La France, empire maritime
Posté : 11 octobre 2013 09:34
Le conseil économique, social et environnemental vient d’adopter un rapport enjoignant la France de faire valoir ses prétentions sur 2 millions de km2.
Métaux rares et hydrocarbures : les sols et sous-sols marins recèlent des richesses vitales pour les industries de pointe, que la France ne doit pas laisser lui échapper, met en garde le Conseil économique, social et environnemental (CESE) dans un rapport publié hier.
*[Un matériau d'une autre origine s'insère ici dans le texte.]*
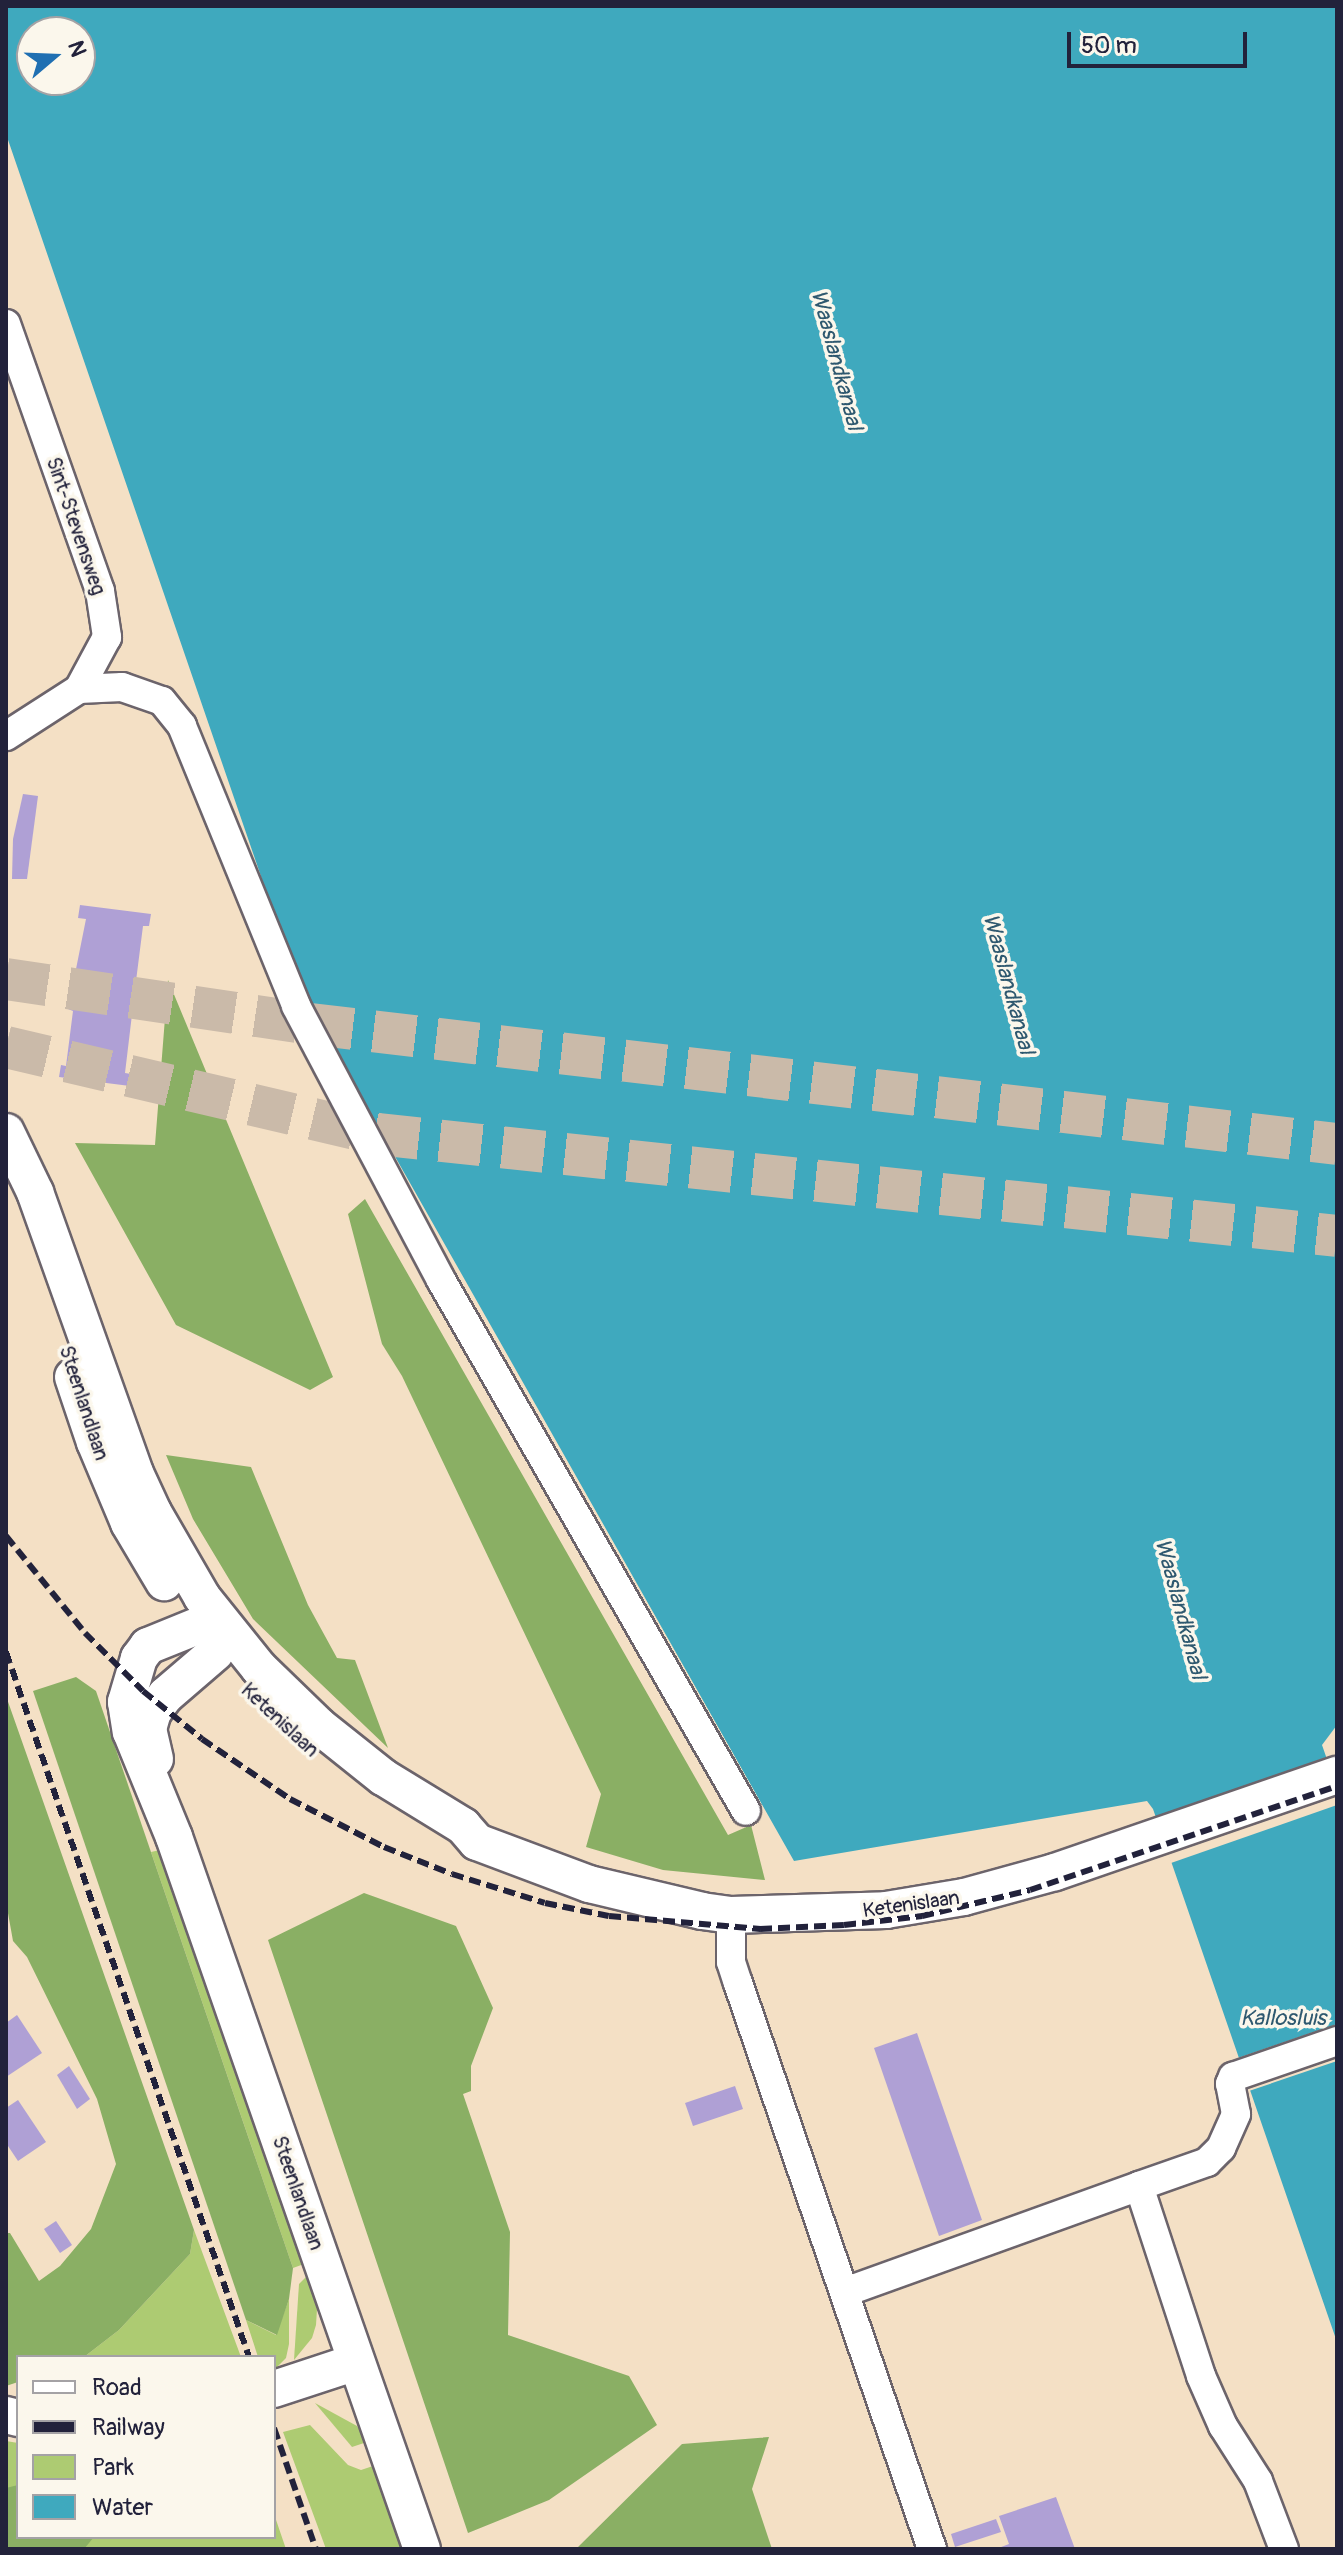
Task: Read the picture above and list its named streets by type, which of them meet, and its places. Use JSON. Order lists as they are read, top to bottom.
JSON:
{
  "streets": {
    "main road": ["Steenlandlaan", "Ketenislaan"],
    "street": ["Sint-Stevensweg"]
  },
  "crossings": [
    ["Steenlandlaan", "Ketenislaan"]
  ],
  "water": ["Waaslandkanaal", "Kallosluis"],
  "legend": [
    "Road",
    "Railway",
    "Park",
    "Water"
  ],
  "scale_bar": "50 m",
  "north": "right"
}
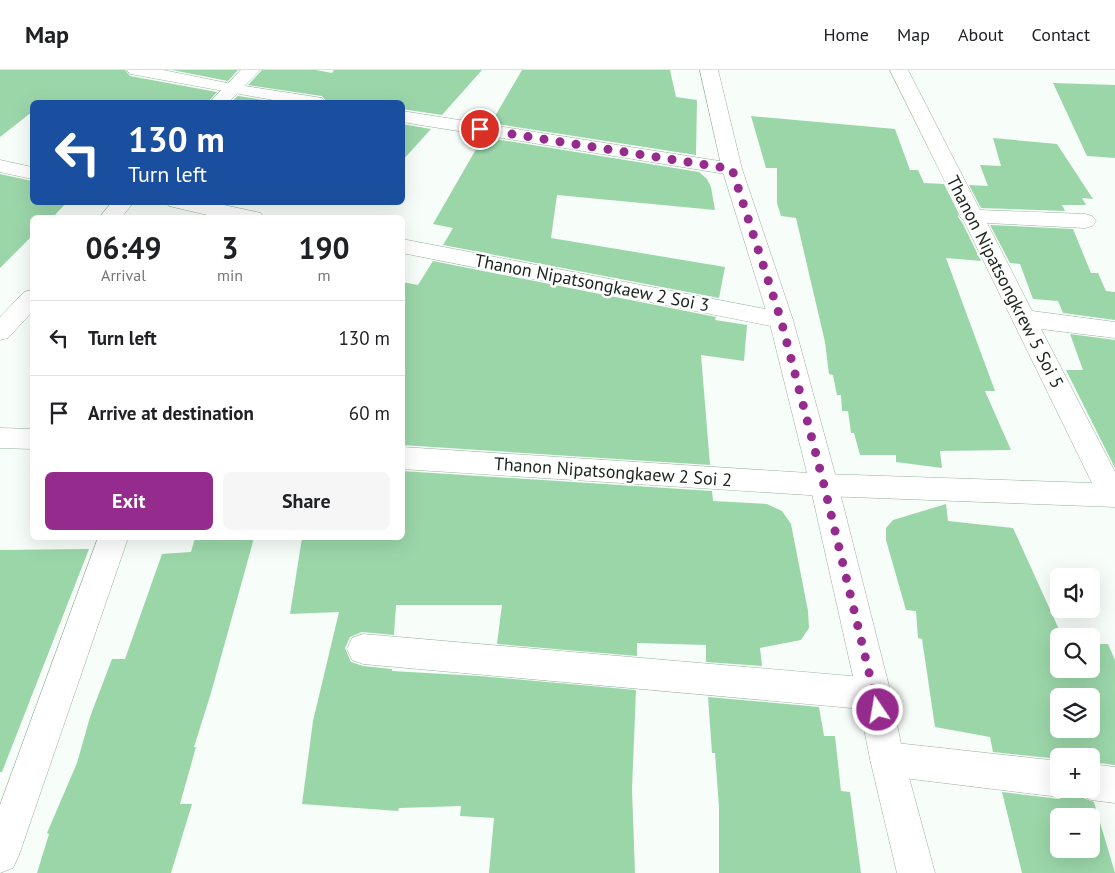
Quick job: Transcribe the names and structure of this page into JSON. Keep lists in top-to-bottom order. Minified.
{"streets":{"street":["Thanon Nipatsongkrew 5 Soi 5","Thanon Nipatsongkaew 2 Soi 3","Thanon Nipatsongkaew 2 Soi 2"]},"crossings":[["Thanon Nipatsongkrew 5 Soi 5","Thanon Nipatsongkaew 2 Soi 2"]],"page":{"header":"Map","nav":["Home","Map","About","Contact"],"turn":["130 m","Turn left"],"eta":["06:49","Arrival","3","min","190","m"],"list":[{"name":"Turn left","value":"130 m"},{"name":"Arrive at destination","value":"60 m"}],"buttons":["Exit","Share"],"map_buttons":["+","−"]}}
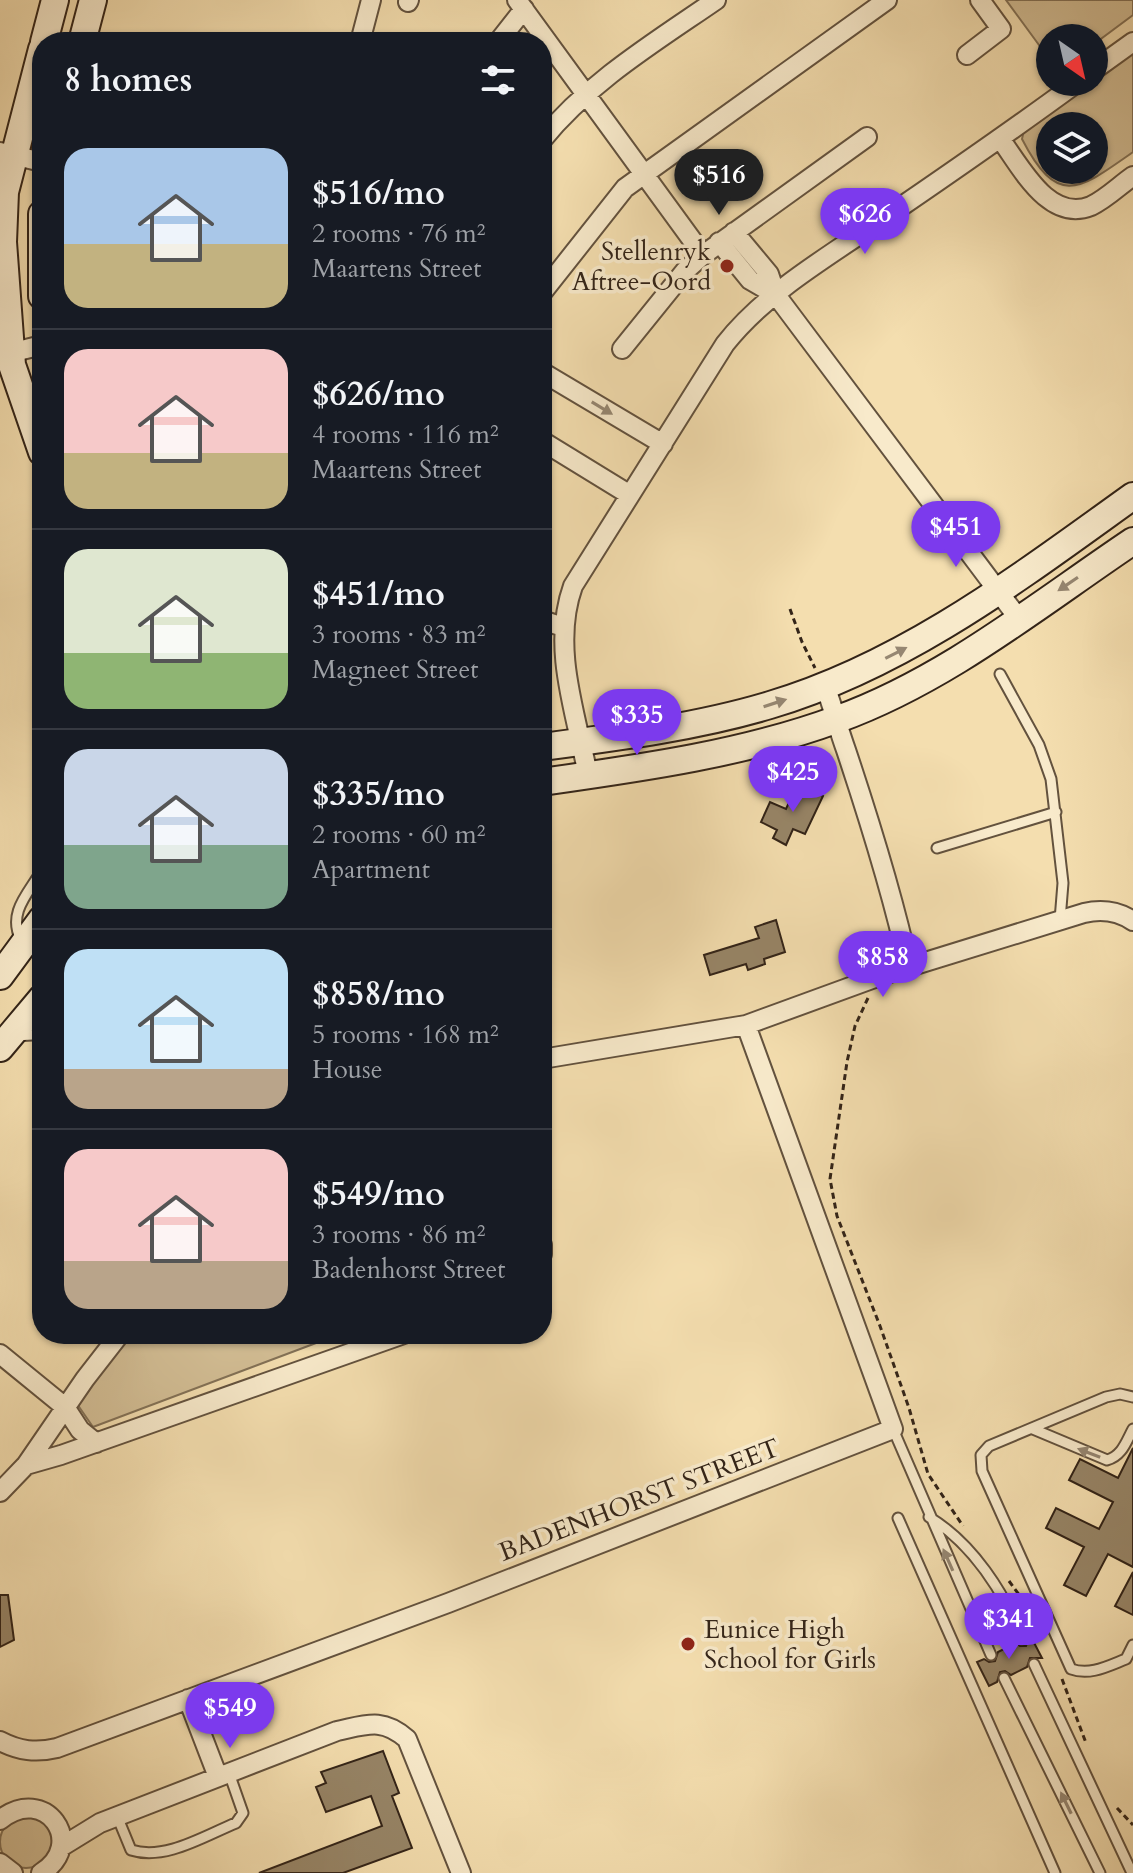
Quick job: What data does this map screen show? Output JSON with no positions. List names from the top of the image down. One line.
{"streets":{"street":["BADENHORST STREET"]},"places":["Stellenryk Aftree-Oord","Eunice High School for Girls"],"north":"bottom right","page":{"heading":"8 homes","list":[{"name":"$516/mo","note":"2 rooms · 76 m² · Maartens Street"},{"name":"$626/mo","note":"4 rooms · 116 m² · Maartens Street"},{"name":"$451/mo","note":"3 rooms · 83 m² · Magneet Street"},{"name":"$335/mo","note":"2 rooms · 60 m² · Apartment"},{"name":"$858/mo","note":"5 rooms · 168 m² · House"},{"name":"$549/mo","note":"3 rooms · 86 m² · Badenhorst Street"}],"price":["$516","$626","$451","$335","$425","$858","$341","$549"]}}
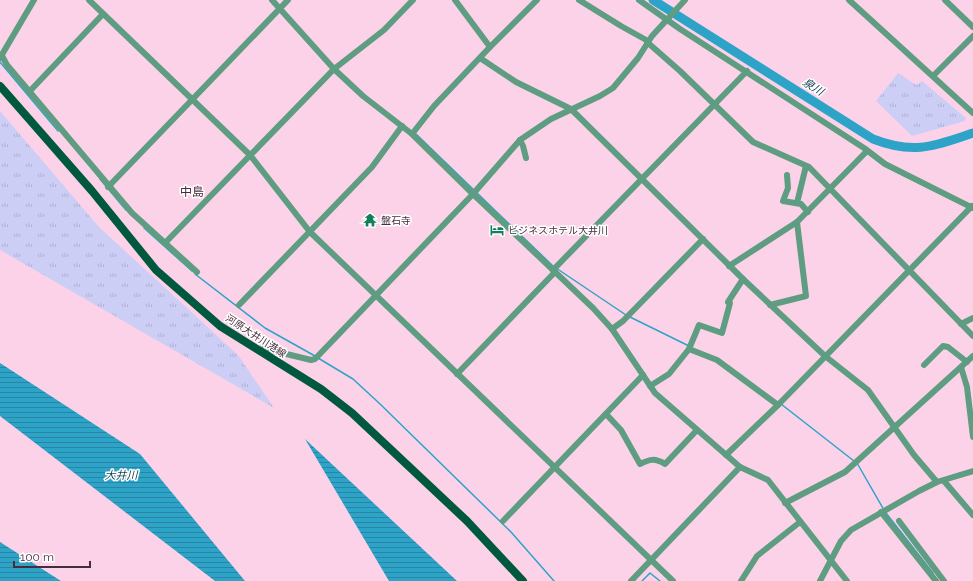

La France peut faire valoir ses prétentions sur près de deux millions de kilomètres carrés supplémentaires de plateau continental, au regard de la convention de l’ONU sur le droit de la mer (lire l’encadré). Ces espaces se situent essentiellement dans les prolongements des territoires français d’outre-mer. Grâce à ceux-ci, la France dispose du deuxième espace maritime au monde (11 millions de km²) derrière les Etats-Unis.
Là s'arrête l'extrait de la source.